Re: [PATCH 6/7] perf/x86/intel/uncore: Fix uncore_box ref/unref ordering on CPU hotplug
From: Chen, Zide
Date: Wed May 13 2026 - 14:58:42 EST
On 5/13/2026 1:59 AM, Mi, Dapeng wrote:
>
> On 5/13/2026 7:30 AM, Zide Chen wrote:
>> In uncore_event_cpu_online(), uncore_box_ref() was called before
>> uncore_change_context(). uncore_box_ref() gates on box->cpu >= 0,
>> but box->cpu is still -1 at that point because uncore_change_context()
>> has not run yet.
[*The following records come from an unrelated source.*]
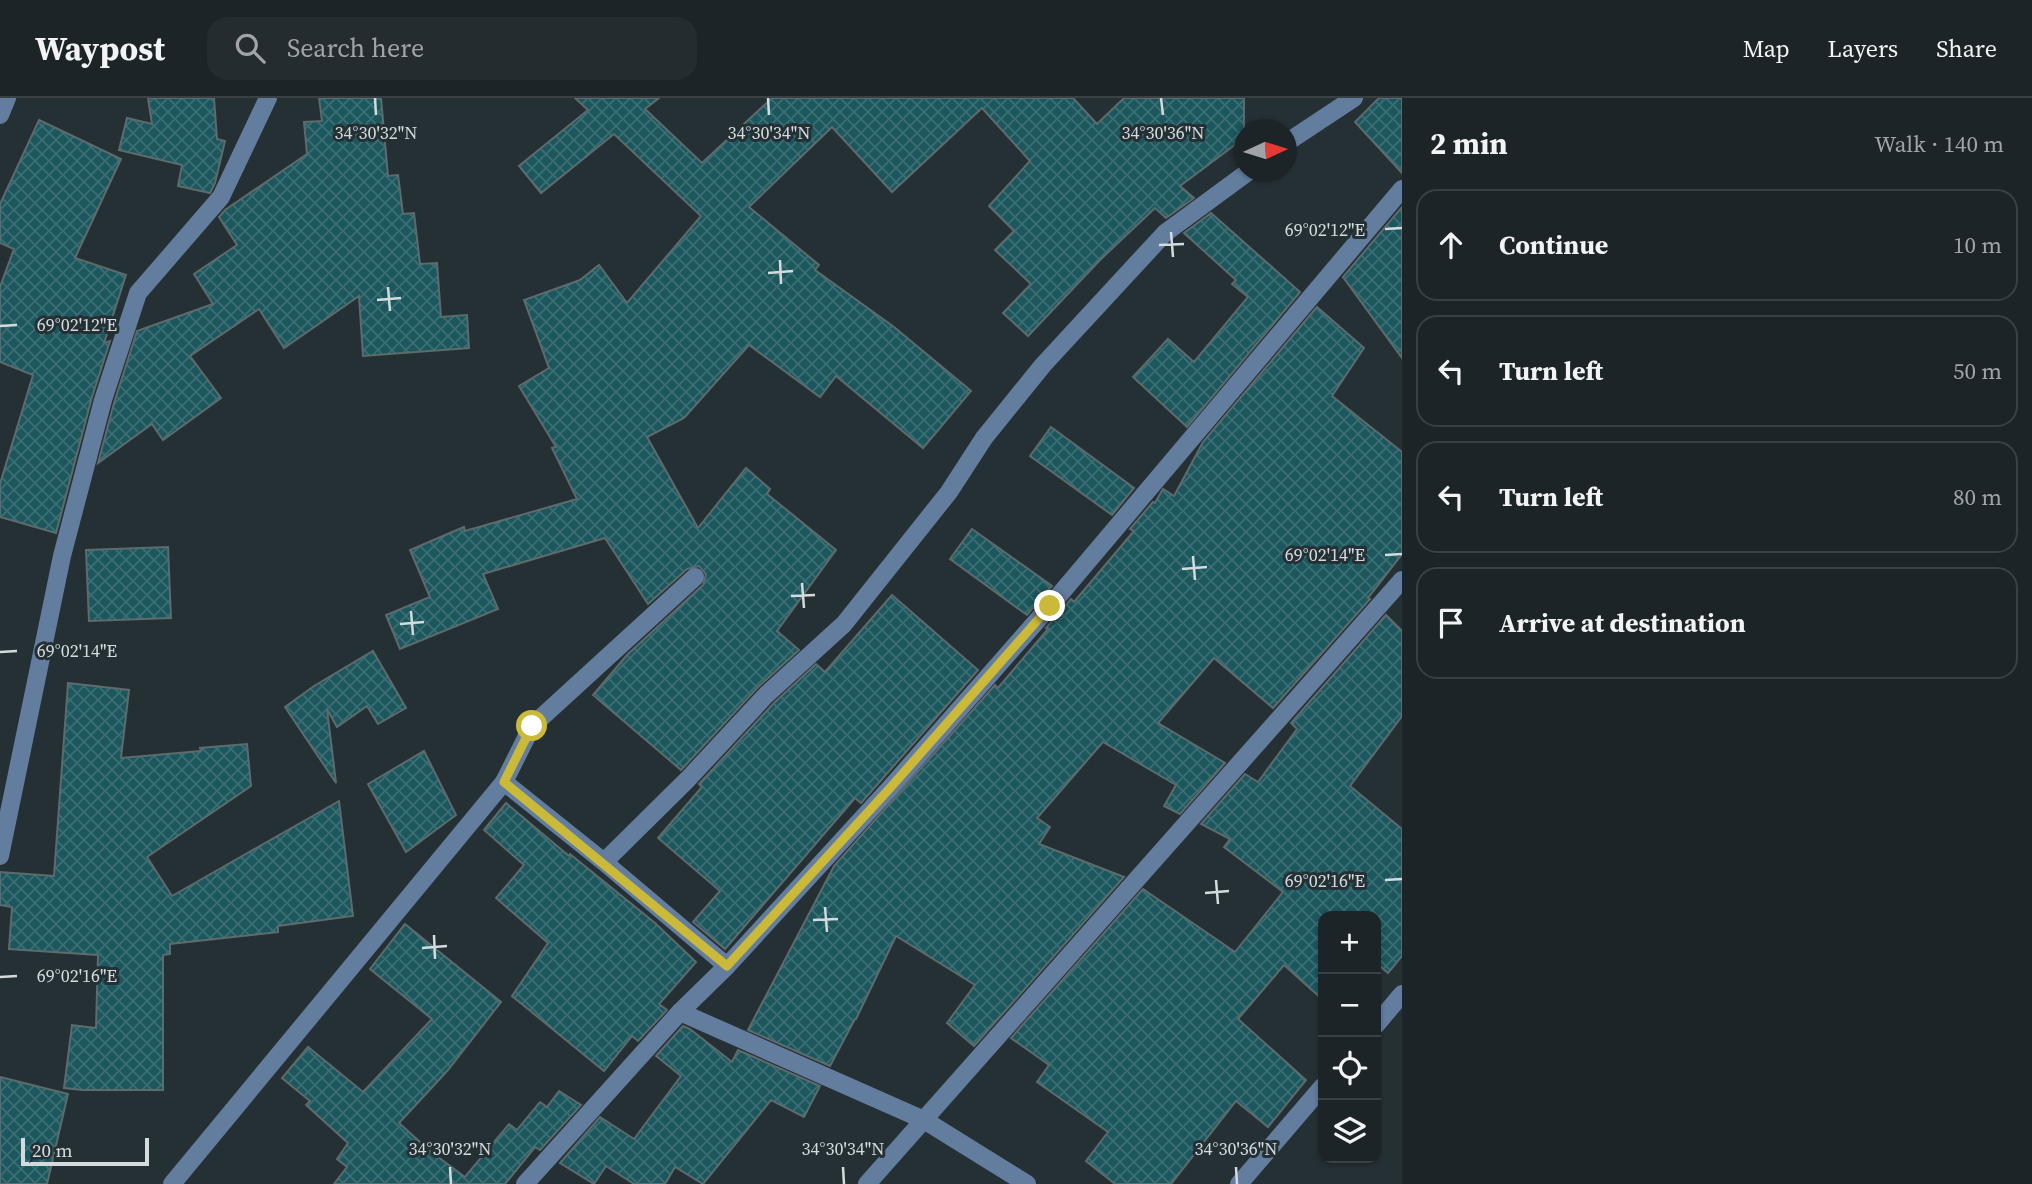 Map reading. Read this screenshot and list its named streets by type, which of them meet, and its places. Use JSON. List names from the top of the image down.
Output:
{
  "scale_bar": "20 m",
  "north": "right",
  "page": {
    "header": "Waypost",
    "search": "Search here",
    "nav": ["Map", "Layers", "Share"],
    "heading": ["2 min", "Walk · 140 m"],
    "list": [
      ["Continue", "10 m"],
      ["Turn left", "50 m"],
      ["Turn left", "80 m"],
      "Arrive at destination"
    ],
    "map_buttons": ["+", "−"],
    "scale": "20 m"
  },
  "coordinates": [
    "34°30'32\"N",
    "34°30'34\"N",
    "34°30'36\"N",
    "69°02'12\"E",
    "69°02'14\"E",
    "69°02'16\"E"
  ]
} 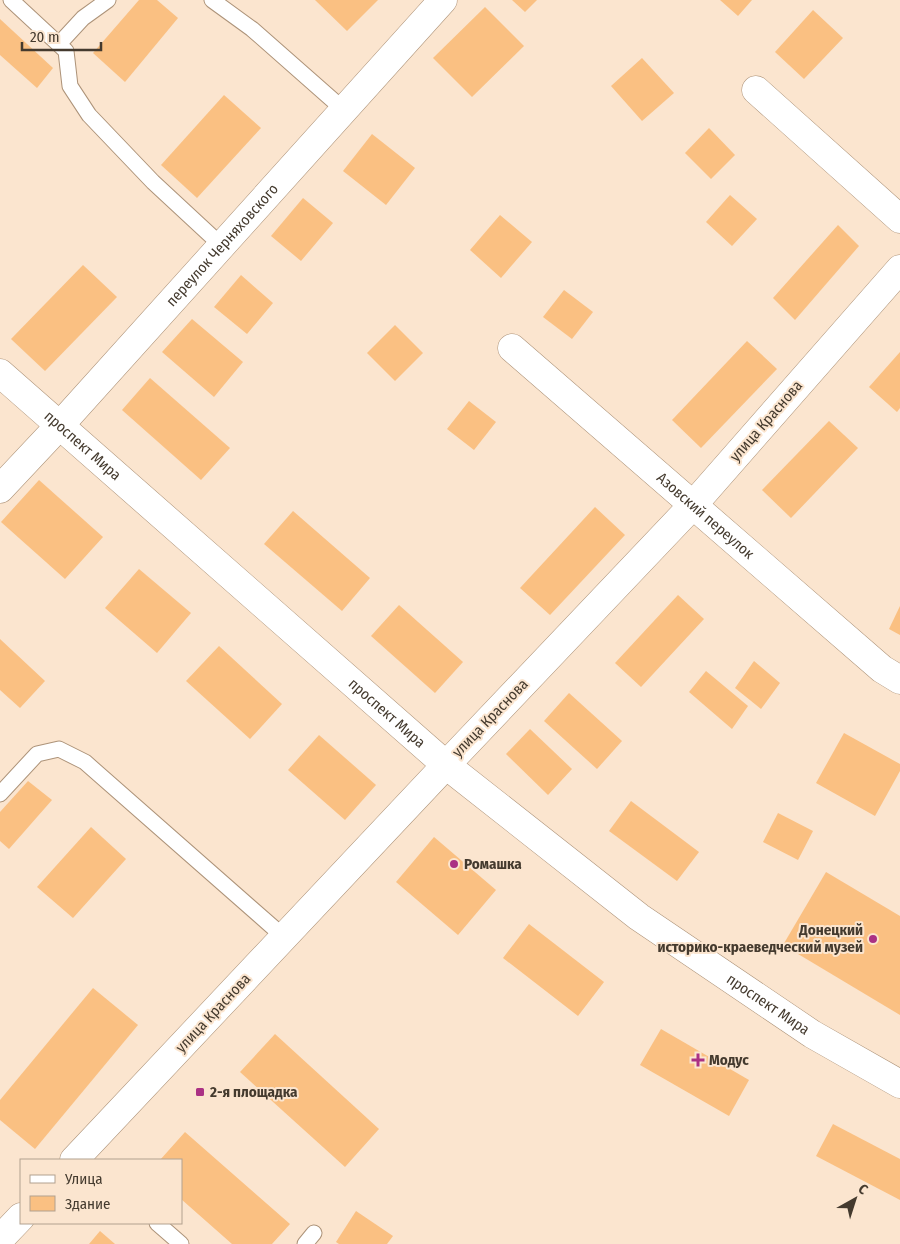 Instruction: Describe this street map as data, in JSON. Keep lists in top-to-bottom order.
{
  "streets": {
    "street": [
      "переулок Черняховского",
      "улица Краснова",
      "проспект Мира",
      "Азовский переулок"
    ]
  },
  "crossings": [
    ["переулок Черняховского", "проспект Мира"],
    ["улица Краснова", "проспект Мира"],
    ["улица Краснова", "Азовский переулок"]
  ],
  "places": {
    "other": ["Ромашка", "Донецкий историко-краеведческий музей"],
    "health": ["Модус"],
    "transit": ["2-я площадка"]
  },
  "legend": ["Улица", "Здание"],
  "scale_bar": "20 m",
  "north": "top right"
} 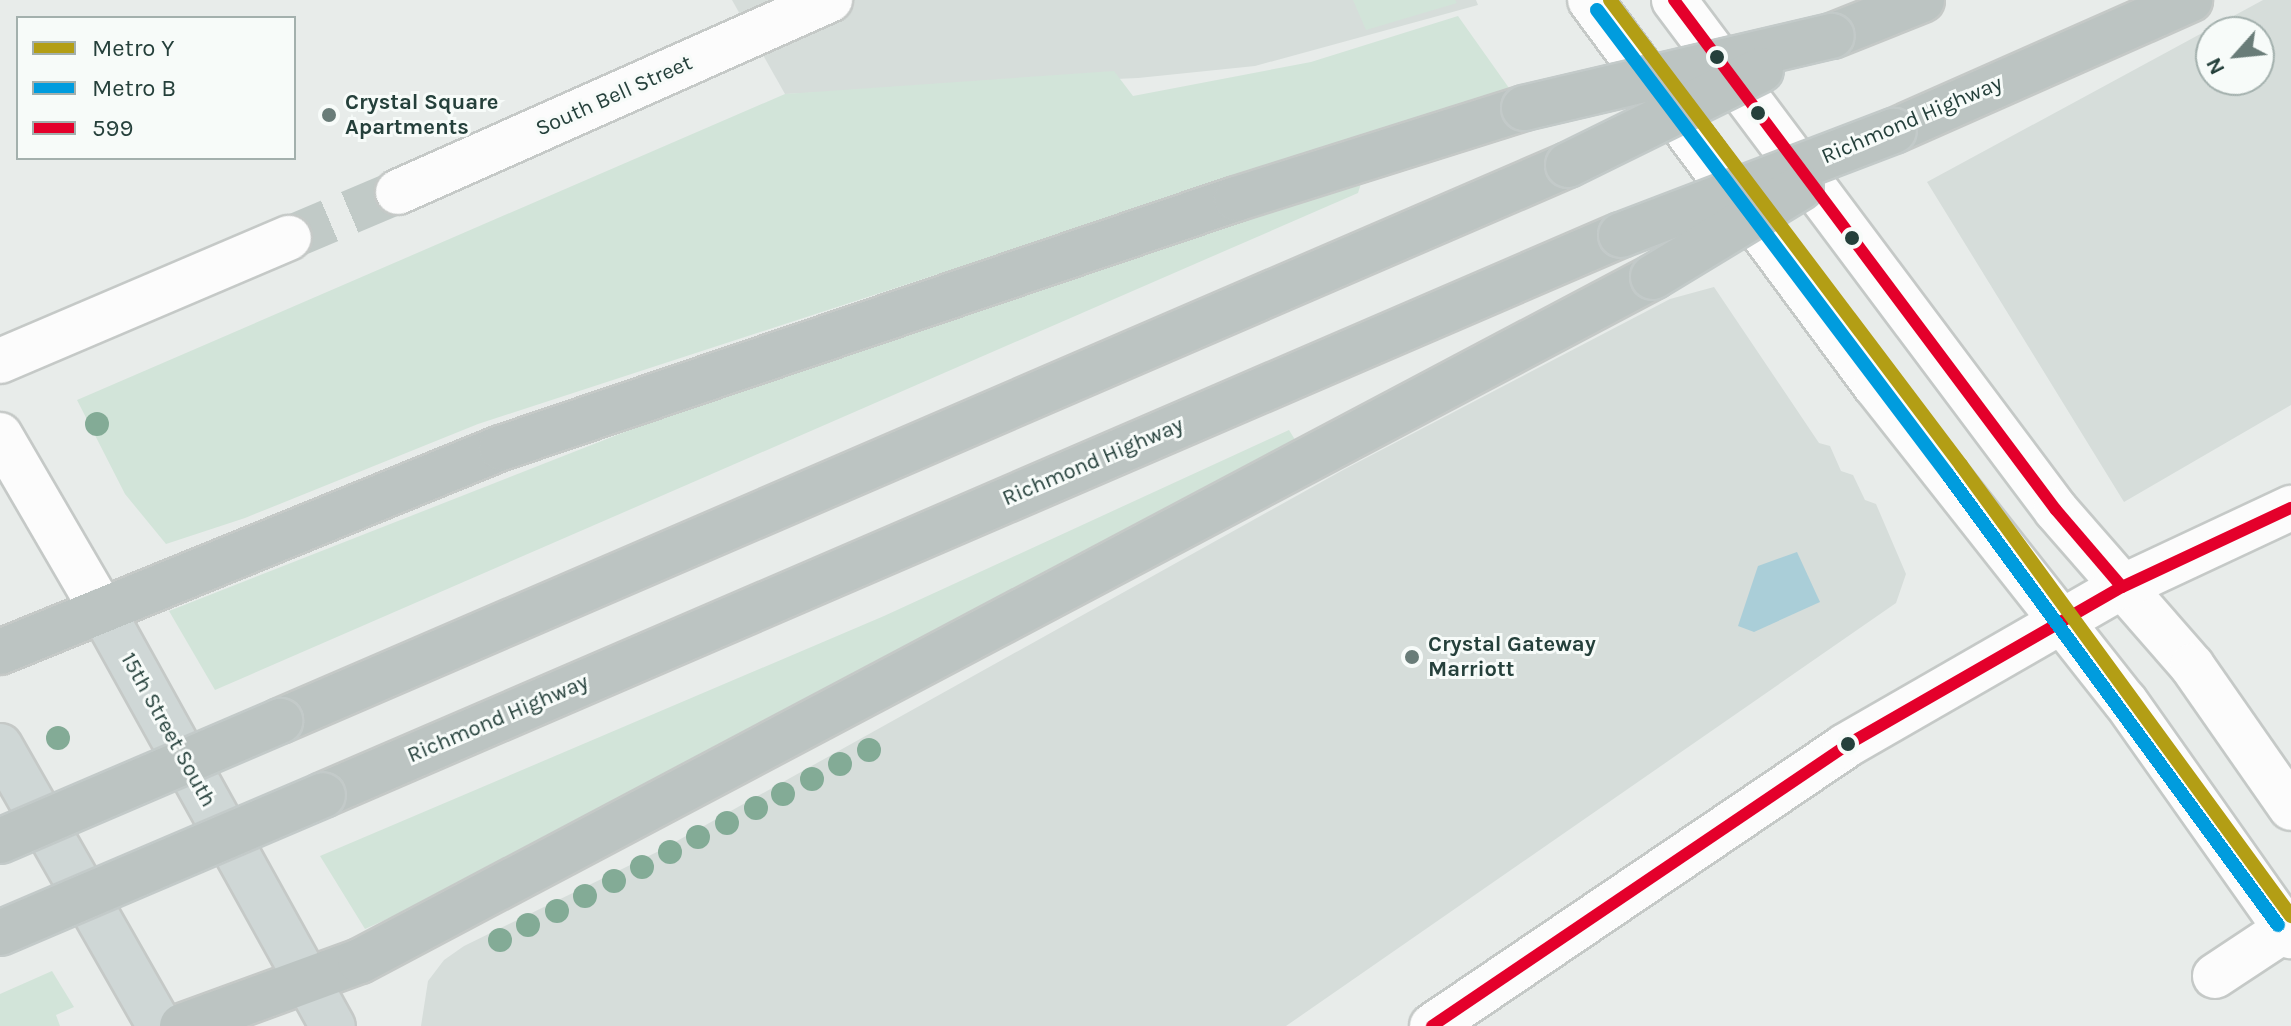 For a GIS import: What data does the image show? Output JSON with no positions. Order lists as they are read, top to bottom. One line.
{"streets":{"highway":["Richmond Highway"],"main road":["15th Street South"],"street":["South Bell Street"]},"places":["Crystal Square Apartments","Crystal Gateway Marriott"],"lines":["metro line Y","transit line 599","metro line B"],"legend":["Metro Y","Metro B","599"],"north":"bottom left"}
As a result, the box is never initialized on the
>> first CPU to come online in a die, leaving it permanently
>> uninitialized in the single-CPU-per-die case.
>>
>> Thus, cpu_refcnt is one count below the true value, and in the CPU
>> offline path, the box will be torn down on the second-to-last CPU.
>>
>> In uncore_event_cpu_offline(), uncore_box_unref() was called after
>> uncore_change_context(), so box->cpu is already -1 when the collector
>> CPU goes offline, which prevents it from tearing down the box.
>>
>> Fix by swapping the call order in both paths so that
>> uncore_box_{ref,unref}() runs at the point where box->cpu reflects
>> the correct context.
>>
>> Fixes: c74443d92f68 ("perf/x86/uncore: Support per PMU cpumask")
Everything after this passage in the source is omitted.